Most people are content with doing less than a 100%. They’ll do “just enough” and be happy with that—but “just enough” is not enough if you want to be at a top performer (whether that’s at work at home at church or for a non-profit).
In fact, let me give you a real life example of this in a home context. Several years ago, when Jacquie and I were first married, if I did the dishes, I’d do (maybe) 95% and be content with that. The majority of the dishes were done, the majority of the counters had been wiped clean and the majority of the food that needed to be refrigerated had been put away—and I was okay with that. But not your mother.
She was annoyed that there was always something that wasn’t completely done. The dishes that had to be hand washed were drying on the counter top. The counter tops may have been wiped clean, but not the stove top. Or the food may have been put away, but one or two spice jars were still on the countertop. In other words, there was always something left that she had to finish. Finally fed up with this, one day she simply said, “Bruce, if the kitchen isn’t completely done, it’s not done!” (or using the phraseology from this letter, “95% is 5% too short!”). You either complete a task or you don’t. 95% is not complete!
This principle holds true across the board. For example, in school, most of your peers are okay with not doing the last 5%. They won’t do the extra work, they won’t do that last search to find that perfect illustration/quote/fact. They won’t do that extra edit to clean up their grammar. They won’t take the time to say something different, etc. But if you want to be great, you’ve got to do all those things. You’ve got to go the last 5% for a number of reasons—for yourself, because that’s where all the rewards are, and because you rarely know ahead of time where the line is between just okay and great performance.

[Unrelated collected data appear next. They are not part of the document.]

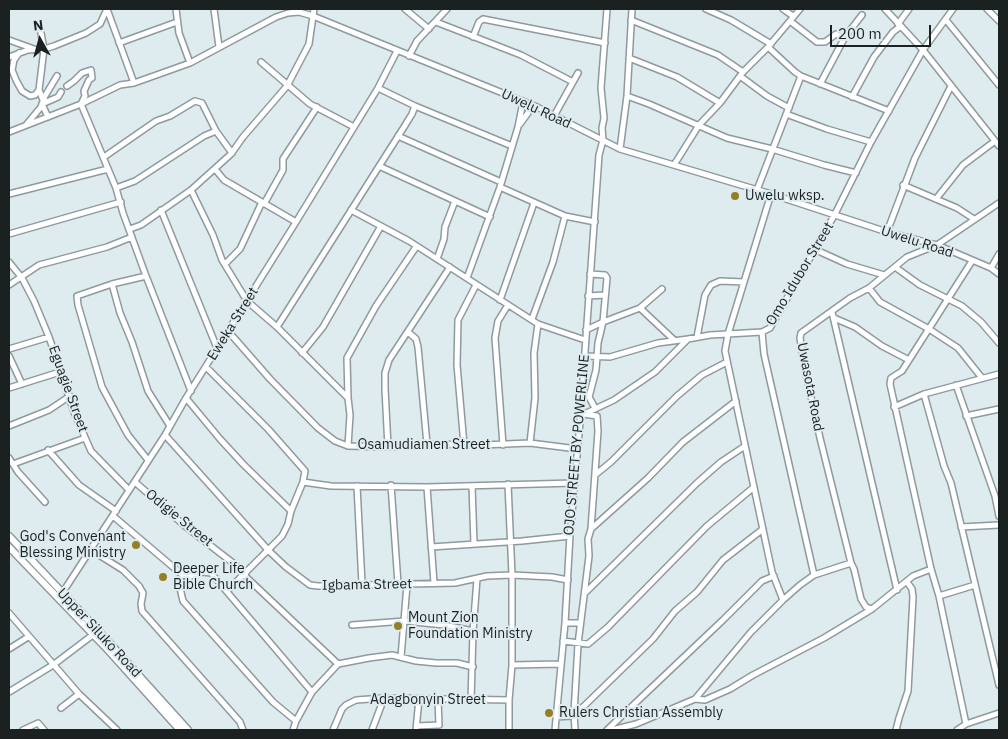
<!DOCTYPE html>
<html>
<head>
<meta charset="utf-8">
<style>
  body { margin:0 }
  #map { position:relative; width:1008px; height:739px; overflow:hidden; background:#deebef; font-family:"IBM Plex Sans",sans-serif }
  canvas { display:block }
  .frame { position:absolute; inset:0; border:10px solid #1b2021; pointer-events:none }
  .north { position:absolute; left:15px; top:15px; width:50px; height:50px; -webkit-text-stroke:4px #deebef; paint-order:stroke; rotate:353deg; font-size:14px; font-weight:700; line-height:20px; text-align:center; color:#1b2021 }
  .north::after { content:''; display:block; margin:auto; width:18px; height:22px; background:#1b2021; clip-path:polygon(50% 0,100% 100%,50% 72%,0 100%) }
  .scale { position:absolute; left:830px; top:25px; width:101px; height:22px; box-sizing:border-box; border:2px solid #1b2021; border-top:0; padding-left:6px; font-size:15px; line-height:18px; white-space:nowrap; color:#1b2021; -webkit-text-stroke:4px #deebef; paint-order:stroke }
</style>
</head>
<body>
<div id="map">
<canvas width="1008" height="739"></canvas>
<div class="frame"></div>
<div class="north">N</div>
<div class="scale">200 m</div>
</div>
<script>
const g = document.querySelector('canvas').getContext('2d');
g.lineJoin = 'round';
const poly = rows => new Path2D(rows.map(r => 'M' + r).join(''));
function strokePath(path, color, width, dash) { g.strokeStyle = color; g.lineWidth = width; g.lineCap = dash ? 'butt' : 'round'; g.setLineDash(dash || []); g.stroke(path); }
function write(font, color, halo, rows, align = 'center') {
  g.font = font + ' "IBM Plex Sans",sans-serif'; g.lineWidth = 4; g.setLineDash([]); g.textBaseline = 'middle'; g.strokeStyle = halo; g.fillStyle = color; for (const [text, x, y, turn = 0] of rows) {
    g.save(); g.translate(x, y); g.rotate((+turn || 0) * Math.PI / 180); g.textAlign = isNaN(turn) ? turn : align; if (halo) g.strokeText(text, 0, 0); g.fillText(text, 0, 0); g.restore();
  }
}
const minor = poly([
  [107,9,134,83],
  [176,9,179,33,190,63],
  [214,9,219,47],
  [405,9,429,29],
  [706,9,731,20,771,44],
  [783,9,793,16],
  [885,9,923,50,999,146],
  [987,9,999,21],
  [631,20,718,55,743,72],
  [946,20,999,85],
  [790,21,817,42,825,42,836,34,844,39],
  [436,22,521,55,573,82],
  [898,24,909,9],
  [473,37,479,22,483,19,605,43],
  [9,40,34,49],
  [119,43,177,22],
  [768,47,795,72,801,76,889,111],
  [19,53,14,60,12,70,16,80,22,91,30,96,35,95,39,90,43,100],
  [409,56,417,41,447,9],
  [9,57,28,50,44,49,54,46,86,33,100,24,107,9],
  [629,58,677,77,720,103],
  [261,62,310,104,354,127],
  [740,76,767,96,789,108],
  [820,84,845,37,862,15],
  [67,86,74,81,82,73,91,70,92,78,89,80,84,91,85,96,81,104,116,188,123,213,146,276,191,391],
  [378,88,415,106],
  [39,90,44,49,40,28],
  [627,96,649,104,727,138,772,149,824,165,856,173],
  [852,97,874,57,893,32,901,26],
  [786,114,827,129,871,142],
  [554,116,578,73],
  [48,117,42,104,58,97,61,92],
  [520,124,533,106],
  [26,125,41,107,45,96,57,76],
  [9,132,81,104,120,85,134,83,190,63,276,17,288,13,299,12,313,16,537,107,620,149,771,194,887,232,937,245,991,268,999,274],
  [398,136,501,182],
  [620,149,627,96,632,9],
  [104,157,156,121,170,116,195,101,202,103,216,131,232,153],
  [674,165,699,125,720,103,743,72,768,47,800,9],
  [379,166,490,217],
  [215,169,224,180,296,222],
  [903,185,957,208,974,219],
  [500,187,565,216,595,222],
  [116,188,135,181,204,136,216,131],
  [191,190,213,235,222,260,247,301,277,327,348,398,350,415,348,446],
  [757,190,801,76],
  [9,194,108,169],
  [771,194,728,334,725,351,772,572,783,600],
  [936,199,963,165,995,141],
  [264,204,283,170,283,159,317,107],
  [161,210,217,348],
  [351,210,409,241,538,324,585,340],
  [130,229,141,225,191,190,231,154,243,137,287,86,309,44,314,9],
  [887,232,915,158,951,86],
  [9,234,121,202],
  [814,249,847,264,884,275],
  [437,259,444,239,445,227,455,201],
  [9,262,22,278,34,301,49,337,74,412,91,451,129,490],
  [225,264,240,249,262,202],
  [895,267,920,285,962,306,981,322,999,343],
  [991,268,999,254],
  [590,274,605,275,607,278,603,322,598,343,596,370,589,397,595,408],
  [146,276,112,284,77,296,78,305,102,387,128,435,148,460],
  [467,278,500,187,518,127,523,102],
  [112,284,120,313,132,342,148,391,170,426],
  [9,285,39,265,107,247,132,237],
  [869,288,880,302,929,329,958,348,982,378],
  [588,296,605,295],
  [500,300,534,203],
  [640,308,674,340],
  [832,312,897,590],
  [834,318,855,327,882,346,909,360,972,261],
  [532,319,553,262,565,216],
  [277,327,404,127,412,114,415,106,512,146],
  [586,330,603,322,640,308,662,289],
  [228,331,270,379,318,428,335,441,348,446,388,447,427,444,482,445,530,443,577,449],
  [408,332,416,339,418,347,427,444],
  [762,332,764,354,814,575],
  [697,337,705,295,711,285,720,281,744,282],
  [9,349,49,337],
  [302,353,323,327,381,226],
  [9,356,22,384],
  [585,356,610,357,658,343,688,339],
  [909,360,902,371,891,378,890,384,931,569,939,596,966,724],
  [206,367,268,429,305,471,303,482,291,511,288,524,282,536,227,591],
  [956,385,995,496,999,516],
  [9,388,60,372],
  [924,394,944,466,951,483,999,685],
  [186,398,220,439,243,464,291,511],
  [348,398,347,358,376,306,416,247],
  [894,407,924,394,999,374],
  [580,416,614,400,655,372,688,339,710,335,762,332,770,328,835,214,871,142,923,50,953,9],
  [966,416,999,409],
  [9,426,49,410,70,396],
  [165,435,269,551,286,567,310,585,318,586,455,583,487,576,512,575,552,577,568,580],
  [530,443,535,398,534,353,538,324],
  [464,445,457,365,458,320,476,285],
  [503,445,495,338,498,321,508,305],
  [388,447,385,389,385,373,389,360,450,267],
  [48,450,79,485,116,511],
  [9,458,18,472,45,502],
  [13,464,85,438],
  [595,475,611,462,677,396,702,375,727,362],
  [135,482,185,526,246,573],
  [303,482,331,486,427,487,574,483],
  [508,484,512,575,512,665,509,700,509,730],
  [391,485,398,584],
  [357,486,362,584],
  [472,486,474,544],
  [427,487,434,583],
  [113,516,186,578,202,572,211,573,312,692],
  [961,527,999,525],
  [591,529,648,478,683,442,736,401],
  [431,547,522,541,570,536],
  [91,550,123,570,139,586,143,593,141,604,142,611,240,722,243,730],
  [244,575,338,664],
  [186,578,180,588,183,601,273,702,296,721],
  [585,593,697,483,721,462,745,446],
  [61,595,165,435,186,398,296,222,378,88,397,51],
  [939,596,975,585],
  [872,609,866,607,861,599,854,569,851,563,820,438,805,369,800,338,801,333,850,298,869,288,907,257,937,245,999,203],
  [9,613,79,694,117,730],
  [565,623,580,623],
  [352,625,405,621,444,625,473,631],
  [563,641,588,644,608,627,707,526,754,487],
  [9,649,28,637],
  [401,657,407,585],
  [512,665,560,664],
  [9,692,53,665,94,634],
  [695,699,751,632,783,600,800,585,814,575,851,563],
  [471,701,473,631,477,579],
  [61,708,79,694],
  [556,717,571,716,584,706,653,639,675,611,697,592,723,560,763,529],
  [417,726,439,725,438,700],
  [23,730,38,723,44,730],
  [293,730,296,721,312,692,338,664,369,658,392,655,416,661,436,663,457,663,473,667],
  [333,730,342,709,346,705,356,700,384,698,509,700],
  [372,730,384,698],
  [416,730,419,699],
  [555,730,565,623,570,535,580,422,599,155,603,140,602,128,604,118,601,88,607,9],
  [575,730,574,713,578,644,589,556,588,539,591,529,598,431,597,416,583,414],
  [607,730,723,620,762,581,774,576],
  [612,730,636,724,695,699,705,700,730,689,753,675,824,638,872,609,913,576,931,569],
  [896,730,899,718,908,691,913,597,912,589,907,582],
  [957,730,966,724,999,713]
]);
const major = poly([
  [9,536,105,638,188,730],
  [9,547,109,651,180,730]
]);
const markers = [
  [735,196,5,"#947f26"],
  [136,545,5,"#947f26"],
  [163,577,5,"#947f26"],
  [398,626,5,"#947f26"],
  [549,713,5,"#947f26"]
];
const streetNames = [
  ["Uwelu Road",536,109,25],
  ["Uwelu Road",917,242,18],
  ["Omo Idubor Street",800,274,-59],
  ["Eweka Street",233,324,-58],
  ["Uwasota Road",810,387,79],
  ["Eguagie Street",68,389,70],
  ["Osamudiamen Street",424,445],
  ["OJO STREET BY POWERLINE",577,445,-85],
  ["Odigie Street",179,518,39],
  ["Igbama Street",367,585,-1],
  ["Upper Siluko Road",99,633,47],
  ["Adagbonyin Street",428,700]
];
const poiNames = [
  ["Uwelu wksp.",745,196],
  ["God's Convenant",126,537,"right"],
  ["Blessing Ministry",126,553,"right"],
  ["Deeper Life",173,569],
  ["Bible Church",173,585],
  ["Mount Zion",408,618],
  ["Foundation Ministry",408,634],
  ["Rulers Christian Assembly",559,713]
];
strokePath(minor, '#8f9a9e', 8);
strokePath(major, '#8f9a9e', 9);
strokePath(minor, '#fff', 5);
strokePath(major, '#fff', 6);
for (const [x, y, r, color] of markers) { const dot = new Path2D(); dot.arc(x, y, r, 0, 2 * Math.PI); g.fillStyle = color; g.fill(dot); strokePath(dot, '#deebef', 2); }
write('14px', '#1b2021', '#deebef', streetNames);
write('14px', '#1b2021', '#deebef', poiNames, 'left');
</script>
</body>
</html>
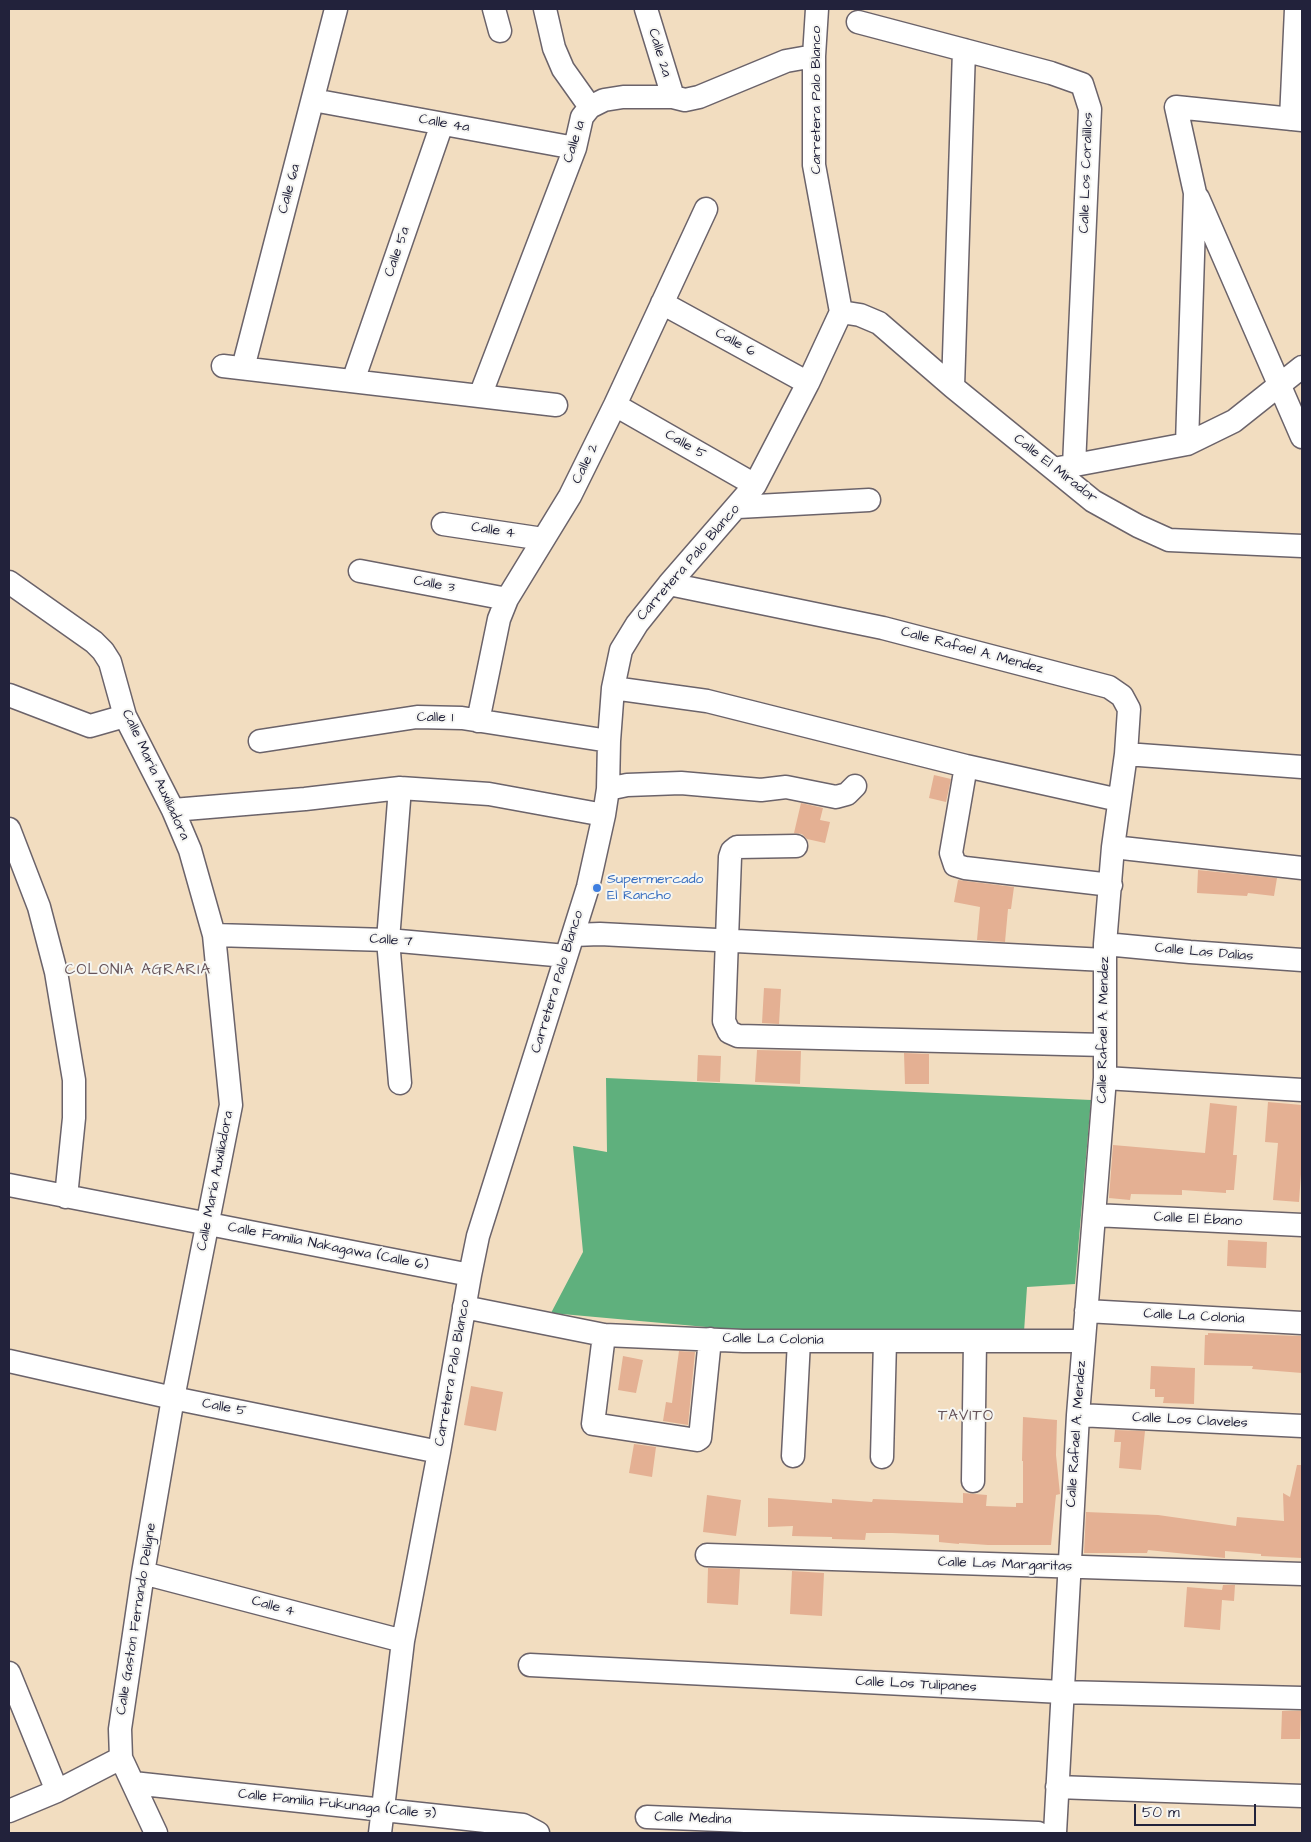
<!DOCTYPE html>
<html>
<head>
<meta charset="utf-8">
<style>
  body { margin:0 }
  #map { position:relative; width:1311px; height:1842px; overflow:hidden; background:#f2ddc0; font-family:"Architects Daughter",sans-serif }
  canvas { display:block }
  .frame { position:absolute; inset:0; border:10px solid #22223b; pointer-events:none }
  .scale { position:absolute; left:1134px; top:1804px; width:122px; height:22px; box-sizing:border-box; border:2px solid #22223b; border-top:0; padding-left:6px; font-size:15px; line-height:18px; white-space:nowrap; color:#22223b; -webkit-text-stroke:4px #f6f6f2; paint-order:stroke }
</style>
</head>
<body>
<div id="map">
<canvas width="1311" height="1842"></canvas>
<div class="frame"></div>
<div class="scale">50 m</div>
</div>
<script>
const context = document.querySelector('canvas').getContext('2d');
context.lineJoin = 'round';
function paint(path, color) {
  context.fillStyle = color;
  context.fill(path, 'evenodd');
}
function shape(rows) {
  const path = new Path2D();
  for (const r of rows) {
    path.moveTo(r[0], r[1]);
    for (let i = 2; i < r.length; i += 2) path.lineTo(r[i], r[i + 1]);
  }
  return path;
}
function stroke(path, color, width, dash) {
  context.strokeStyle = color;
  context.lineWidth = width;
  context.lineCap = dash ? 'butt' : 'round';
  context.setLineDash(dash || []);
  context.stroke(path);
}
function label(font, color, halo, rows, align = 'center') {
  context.font = font + ' "Architects Daughter",sans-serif';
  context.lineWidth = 4;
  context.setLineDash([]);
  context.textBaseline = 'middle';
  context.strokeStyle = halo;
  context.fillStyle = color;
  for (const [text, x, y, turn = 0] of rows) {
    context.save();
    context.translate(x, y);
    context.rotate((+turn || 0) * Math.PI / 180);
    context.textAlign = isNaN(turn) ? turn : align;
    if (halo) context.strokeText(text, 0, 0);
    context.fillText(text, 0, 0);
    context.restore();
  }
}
paint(shape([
  [606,1078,1091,1100,1075,1284,1027,1287,1024,1332,795,1335,551,1313,583,1252,573,1146,607,1152]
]), '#5fb07d');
paint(shape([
  [934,775,951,779,946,802,929,798],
  [801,803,823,808,820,820,830,822,825,843,807,839,802,834,794,833],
  [1198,870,1277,878,1274,896,1248,893,1247,896,1197,893],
  [958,880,1014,887,1011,909,1008,909,1005,942,977,940,980,907,954,902],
  [764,988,781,989,779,1024,762,1023],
  [757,1050,801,1051,800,1084,755,1082],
  [904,1053,929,1054,929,1084,905,1084],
  [698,1055,721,1056,720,1082,697,1081],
  [1268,1102,1302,1105,1302,1160,1299,1202,1273,1200,1278,1143,1265,1142],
  [1210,1103,1237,1106,1233,1155,1237,1155,1234,1190,1226,1190,1226,1193,1182,1190,1182,1195,1131,1194,1130,1200,1109,1198,1113,1145,1205,1153],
  [1228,1240,1267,1242,1266,1268,1227,1266],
  [1208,1333,1302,1336,1302,1373,1252,1369,1253,1366,1204,1365,1205,1335,1208,1335],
  [679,1351,695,1352,688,1425,663,1421,666,1402,672,1403],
  [623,1356,643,1360,636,1393,618,1390],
  [1151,1366,1195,1368,1194,1404,1163,1403,1164,1397,1155,1397,1155,1389,1150,1389],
  [471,1386,503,1392,496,1431,464,1425],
  [1023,1417,1057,1420,1056,1455,1060,1494,1056,1495,1051,1545,988,1545,959,1543,959,1544,939,1542,939,1535,892,1533,866,1533,865,1540,832,1539,832,1537,792,1536,793,1526,768,1527,768,1498,832,1503,832,1499,872,1502,873,1499,963,1503,963,1493,987,1495,986,1506,1016,1507,1016,1503,1023,1503,1023,1461,1022,1461],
  [1115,1430,1145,1431,1141,1470,1119,1468,1121,1442,1114,1442],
  [634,1444,656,1447,652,1477,629,1473],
  [1297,1465,1302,1465,1302,1558,1261,1556,1261,1554,1225,1551,1225,1558,1148,1550,1147,1553,1084,1553,1086,1512,1158,1515,1236,1526,1237,1517,1284,1521,1283,1493,1290,1497],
  [707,1495,741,1500,736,1536,703,1532],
  [708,1568,740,1569,738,1605,707,1603],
  [792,1571,824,1573,822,1616,790,1614],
  [1223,1585,1235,1585,1234,1601,1222,1600,1220,1630,1184,1627,1187,1587,1222,1590],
  [1282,1711,1301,1711,1300,1739,1281,1739]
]), '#e4b093');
const minor = shape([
  [494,9,500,31],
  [545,9,554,48,563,69,590,107],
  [646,9,673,97],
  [858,22,1051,73,1082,84,1090,109,1074,466],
  [313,100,575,148],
  [1291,119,1296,9],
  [1198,198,1302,437],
  [662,303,808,383],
  [841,312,860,315,879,323,953,387,1093,501,1138,526,1169,540,1302,546],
  [223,366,556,405],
  [243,368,336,9],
  [353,381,442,124],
  [953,387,964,50],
  [480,396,575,148,582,117,590,107,604,100,623,97,673,97,685,100,699,97,786,61,814,56],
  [615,405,755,485],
  [1187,444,1195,193,1176,107,1302,120],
  [1059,468,1187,444,1234,421,1302,367],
  [738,507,869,500],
  [443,524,543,539],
  [360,571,507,599],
  [9,582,94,642,103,651,110,662,125,716,173,810,190,850,214,935,231,1105,173,1398,143,1573,120,1729,121,1758,156,1833],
  [669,584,883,628,1109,687,1122,696,1129,709,1126,754,1113,847,1105,944,1105,1078,1078,1415,1055,1833],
  [613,688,707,701,966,766,1119,800],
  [9,695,90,726,125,716],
  [478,721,499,619,507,599,570,496,615,405,706,209],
  [260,741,417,717,462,718,609,741],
  [1126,754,1302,767],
  [966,766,951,853,955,865,965,868,1111,885],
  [400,788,388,940,400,1083],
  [608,789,627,785,681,783,761,790,786,787,836,797,847,794,855,786],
  [173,810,305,799,400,788,489,794,604,815],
  [9,829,39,907,56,972,74,1080,74,1118,66,1197],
  [796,846,737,847,732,851,730,857,724,1021,729,1032,738,1036,1105,1045],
  [1113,847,1302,868],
  [214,935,388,940,566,956],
  [573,935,600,934,1105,960],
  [1105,944,1190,952,1302,960],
  [1105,1078,1302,1090],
  [9,1185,470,1275],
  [1094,1215,1302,1225],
  [464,1307,604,1335,743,1341,1084,1341],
  [1086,1311,1302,1323],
  [604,1335,593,1424,697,1440,700,1438,710,1339],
  [9,1361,173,1398,439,1452],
  [1078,1415,1302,1426],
  [793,1456,799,1341],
  [882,1457,885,1341],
  [973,1481,975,1341],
  [707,1555,1302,1574],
  [143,1573,403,1641],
  [530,1665,1062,1692,1302,1698],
  [9,1673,57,1791],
  [133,1783,523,1825,538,1833],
  [1057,1787,1302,1796],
  [9,1811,57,1791,121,1758],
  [647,1817,1038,1833],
  [380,1833,403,1641,439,1452,470,1275,478,1236,588,887,604,815,608,789,609,741,613,688,621,650,637,624,669,584,755,485,808,383,841,312,814,165,814,56,817,9]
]);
stroke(minor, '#6b636a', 25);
stroke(minor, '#fff', 22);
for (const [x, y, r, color] of [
  [597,888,5,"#3f7fe0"]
]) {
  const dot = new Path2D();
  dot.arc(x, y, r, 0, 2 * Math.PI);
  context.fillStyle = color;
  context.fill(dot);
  stroke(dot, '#f6f6f2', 2);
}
label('14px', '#22223b', '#f6f6f2', [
  ["Calle 2a",659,53,73],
  ["Carretera Palo Blanco",817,100,-90],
  ["Calle 4a",444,124,10],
  ["Calle 1a",575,142,-72],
  ["Calle Los Coralillos",1087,173,-88],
  ["Calle 6a",290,189,-75],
  ["Calle 5a",398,252,-71],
  ["Calle 6",735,343,29],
  ["Calle 5",685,445,30],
  ["Calle 2",586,464,-64],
  ["Calle El Mirador",1055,469,38],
  ["Calle 4",493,531,9],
  ["Carretera Palo Blanco",689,563,-49],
  ["Calle 3",434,585,11],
  ["Calle Rafael A. Mendez",972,651,15],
  ["Calle 1",435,718],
  ["Calle María Auxiliadora",155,775,65],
  ["Calle 7",391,941,4],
  ["Calle Las Dalias",1204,953,5],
  ["Carretera Palo Blanco",558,982,-73],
  ["Calle Rafael A. Mendez",1104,1030,-89],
  ["Calle María Auxiliadora",216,1181,-79],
  ["Calle El Ébano",1198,1220,3],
  ["Calle Familia Nakagawa (Calle 6)",328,1247,11],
  ["Calle La Colonia",1194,1317,3],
  ["Calle La Colonia",773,1340,1],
  ["Carretera Palo Blanco",453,1373,-80],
  ["Calle 5",224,1408,11],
  ["Calle Los Claveles",1190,1421,3],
  ["Calle Rafael A. Mendez",1077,1434,-86],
  ["Calle Las Margaritas",1005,1565,2],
  ["Calle 4",273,1607,15],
  ["Calle Gaston Fernando Deligne",137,1619,-81],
  ["Calle Los Tulipanes",916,1685,3],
  ["Calle Familia Fukunaga (Calle 3)",337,1805,6],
  ["Calle Medina",693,1819,2]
]);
label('14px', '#366cbe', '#f6f6f2', [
  ["Supermercado",607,880],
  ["El Rancho",607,896]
], 'left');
context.letterSpacing = '1px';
label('15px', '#66545a', '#f6f6f2', [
  ["COLONIA AGRARIA",138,971],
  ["TAVITO",966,1417]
]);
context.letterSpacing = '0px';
</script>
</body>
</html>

For example, I remember when I was at the University of Wisconsin–Madison and in my first accounting class (which was the weed class for business majors with several hundred students in each section). To get prepared for the exams, the professors gave us access to all their past exams. The idea was that we were supposed to study the past exams to learn how to think about problems so that when they threw something at us on the exams that we hadn’t seen before, we’d understand the thinking behind how to solve those problems.
During that semester, there were a couple of us who got straight A’s on every exam. When we talked about how much time it took for us to get prepared for each exam we discovered that all of us had studied at least 40 hours per exam. We couldn’t find one person who had studied less than 40 hours who got straight A’s. We also knew plenty of people who had studied 30 to 39 hours who all got B’s. Think about that. At 39 hours, they were just 5% too short. An extra hour. An extra problem or two. Etc. and they probably would have had an A. Life is like that. It’s often that, “little bit extra,” that makes all the difference.
This is clearly true at work. Again, most people will be content with doing just what’s required or what the minimum is. But not you! If you want to succeed, you have to keep thinking, “95% is 5% too short!” Do the extra work. Put in the, “little bit extra.” Do the extra edit. Stay a little later to complete a project and make it an “A”. Be great!
In other words, if you’re going to do something, do it fully. If you’re going to clean your room/apartment, do it fully. If you’re going to write a paper/report, put in the “little bit extra” to make it great. If you’re going to create a presentation, add a few extra touches to make it sing. If you’re going to use an illustration, do the extra work to find the perfect illustration, not just one that’s “okay.” If you’re going to orchestrate a date, take the time to add your own touches of creativity so that it’s memorable. And if you’re going to volunteer to do a project at work, make sure you do the “little bit extra” so that it stands out.
Any way you add it up, 95% is always 5% too short. So cultivate the habit of doing, “the last 5%,” and you’ll begin to realize that all the rewards go to those who do “the last 5%.”